When workload has both transactional and non-transactional updates, as per the above mentioned behavior, transactional(InnoDB) updates keep on adding GTIDs to the flush list maintained by the GTID persister thread until some threshold is reached, and the non-transactional updates keep inserting the GTIDs directly to the mysql.gtid_executed table. So, it is expected to see gaps in the mysql.gtid_executed table.

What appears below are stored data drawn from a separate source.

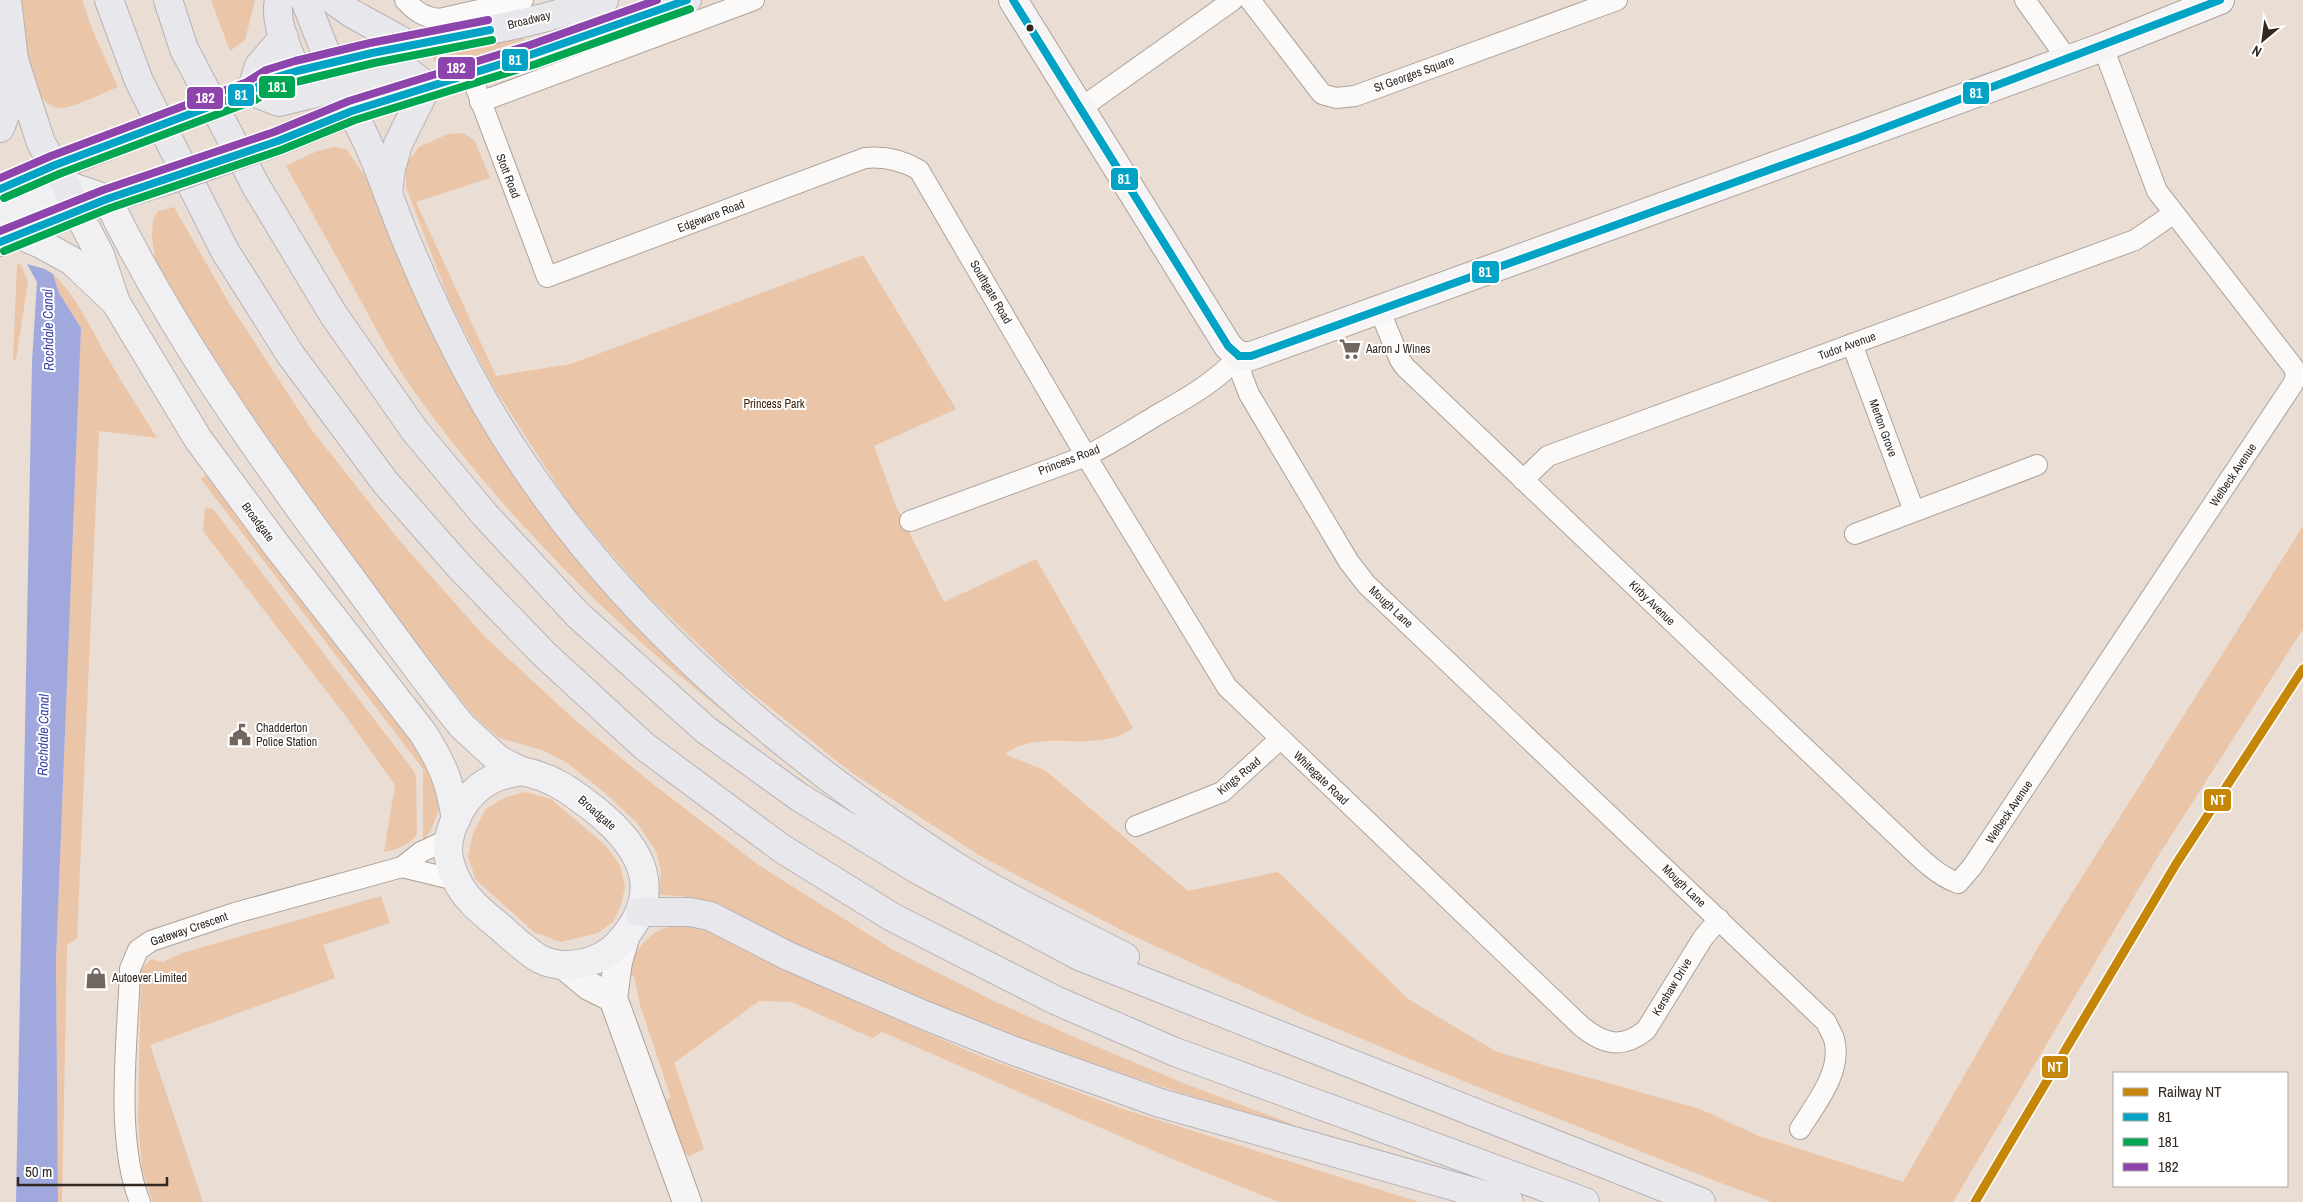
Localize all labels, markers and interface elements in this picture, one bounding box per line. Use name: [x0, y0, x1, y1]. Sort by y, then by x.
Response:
street label: Broadway: [506, 7, 552, 33]
north arrow: [2238, 15, 2288, 65]
unlabelled marker: [1025, 23, 1035, 33]
text: N: [2249, 41, 2265, 61]
line badge: 81: [501, 48, 529, 72]
text: 81: [509, 51, 522, 69]
street label: St Georges Square: [1372, 52, 1456, 96]
line badge: 182: [437, 56, 476, 80]
text: 182: [446, 59, 466, 77]
line badge: 181: [258, 75, 296, 99]
text: 181: [267, 78, 287, 96]
line badge: 81: [1962, 81, 1990, 105]
line badge: 81: [227, 83, 255, 107]
text: 81: [1970, 84, 1983, 102]
line badge: 182: [186, 86, 224, 110]
text: 81: [235, 86, 248, 104]
text: 182: [195, 89, 215, 107]
street label: Stott Road: [492, 151, 524, 201]
line badge: 81: [1110, 167, 1139, 191]
text: 81: [1118, 170, 1131, 188]
street label: Edgeware Road: [675, 196, 747, 236]
street label: Southgate Road: [966, 257, 1016, 327]
line badge: 81: [1471, 260, 1500, 284]
text: 81: [1479, 263, 1492, 281]
water label: Rochdale Canal: [38, 289, 58, 371]
street label: Tudor Avenue: [1816, 328, 1878, 364]
supermarket icon: Aaron J Wines: [1337, 336, 1363, 362]
place label: Aaron J Wines: [1365, 341, 1431, 357]
park label: Princess Park: [743, 396, 805, 412]
street label: Merton Grove: [1865, 397, 1901, 459]
street label: Welbeck Avenue: [2206, 440, 2260, 510]
street label: Princess Road: [1036, 441, 1102, 479]
street label: Broadgate: [238, 499, 278, 545]
street label: Kirby Avenue: [1625, 577, 1679, 629]
street label: Mough Lane: [1366, 582, 1416, 632]
water label: Rochdale Canal: [33, 694, 53, 776]
place label: Chadderton Police Station: [256, 720, 317, 750]
public building icon: Chadderton Police Station: [227, 722, 253, 748]
street label: Whitegate Road: [1290, 748, 1352, 808]
street label: Kings Road: [1214, 754, 1264, 798]
street label: Welbeck Avenue: [1982, 777, 2036, 847]
line badge: NT: [2203, 788, 2232, 812]
text: NT: [2210, 791, 2226, 809]
street label: Broadgate: [575, 792, 619, 834]
street label: Mough Lane: [1659, 861, 1709, 911]
street label: Gateway Crescent: [148, 908, 230, 950]
street label: Kershaw Drive: [1649, 955, 1695, 1019]
shop icon: Autoever Limited: [83, 965, 109, 991]
place label: Autoever Limited: [111, 970, 187, 986]
line badge: NT: [2041, 1055, 2069, 1079]
text: NT: [2047, 1058, 2063, 1076]
legend: [2113, 1072, 2288, 1187]
text: Railway NT: [2158, 1081, 2222, 1102]
text: 81: [2158, 1106, 2172, 1127]
text: 181: [2158, 1131, 2179, 1152]
scale bar: [18, 1154, 166, 1186]
text: 182: [2158, 1156, 2179, 1177]
text: 50 m: [25, 1161, 52, 1182]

The table will more or less be like:

mysql> select * from (select * from mysql.gtid_executed order by interval_end desc LIMIT 5) as T order by interval_start; // selecting the last 5 rows.
+--------------------------------------+----------------+--------------+
| source_uuid                          | interval_start | interval_end |
+--------------------------------------+----------------+--------------+
| e6ac64af-b6e0-11ea-9f7a-74d83e29c093 |         210335 |       210335 |
| e6ac64af-b6e0-11ea-9f7a-74d83e29c093 |         210343 |       210343 | -> No 336-343
| e6ac64af-b6e0-11ea-9f7a-74d83e29c093 |         210344 |       210344 |
| e6ac64af-b6e0-11ea-9f7a-74d83e29c093 |         210347 |       210347 | -> No 345-346
| e6ac64af-b6e0-11ea-9f7a-74d83e29c093 |         210349 |       210349 | -> No 348
+--------------------------------------+----------------+--------------+
5 rows in set (6.85 sec)

As per the above behavior, it is evident that, all missing GTIDs were of InnoDB, and are in the GTID persister's list which has not yet been flushed to the main table. This is not an issue as long as the persister thread periodically updates the table and fills the missing gaps. But, these gaps become critical when the GTID persister fails to update the table in a timely manner, thus causing the table size to grow to millions.

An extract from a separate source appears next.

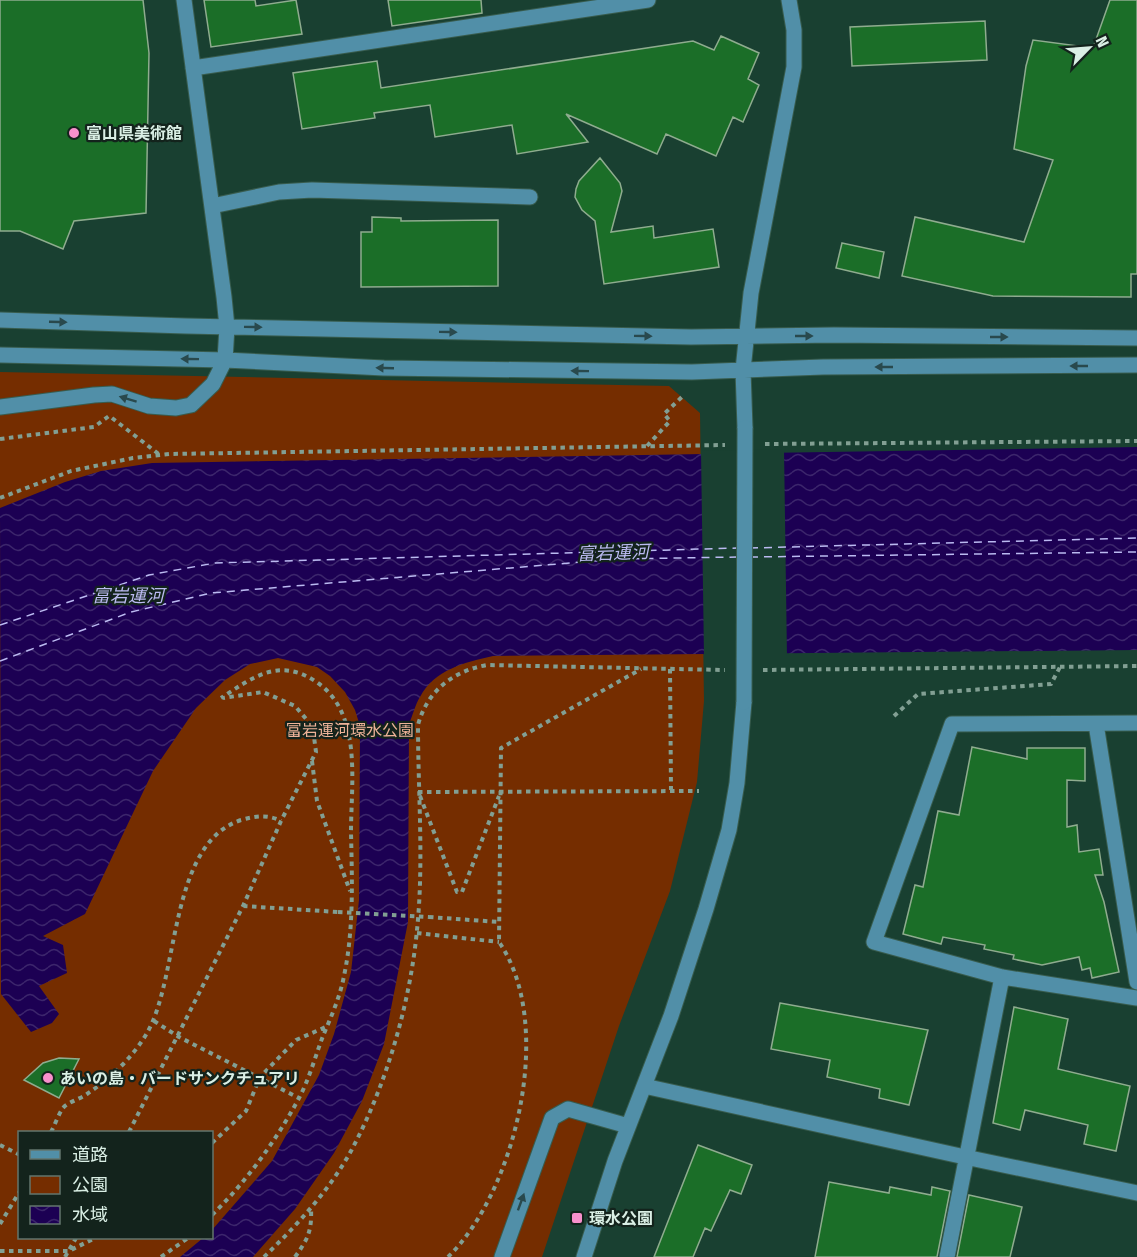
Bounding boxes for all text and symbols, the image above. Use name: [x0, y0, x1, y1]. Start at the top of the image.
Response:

As per the current design, when the GTID persister thread reaches the threshold (either once per 1k transactions or every 1 second), it flushes its list (updates the table) to the mysql.gtid_executed table and tries to compress the gtid_executed table (See Clone_persist_gtid::flush_gtids() function). It succeeds compressing only the first few rows (because it just filled the gaps present in the beginning of the table by merging transactional updates) and fails to compress further rows of the table (because of the gaps introduced by non-transactional updates).

In every attempt it tries to merge the table, it merges only a few consecutive rows and leaves the other rows as is, thereby taking more time for scanning the full table. By the time it finishes the table scan, the slave applier thread would have inserted few more entries to the end of the table. As a result, the GTID persister thread, if it once starts scanning the table, it is more likely that the scan never stops.

Likewise, the time taken by the persister thread to compress the table is even more when slave is MTS enabled. When there are multiple slave worker threads updating the mysql.gtid_executed table, there will be only one thread compressing the mysql.gtid_executed table. As a result, the GTID persister thread falls behind and the gaps keep on increasing. It could so happen that, in a production server, it would reach millions in few minutes and the persister thread would still be trying to compress the table despite having millions of entries in its flush list.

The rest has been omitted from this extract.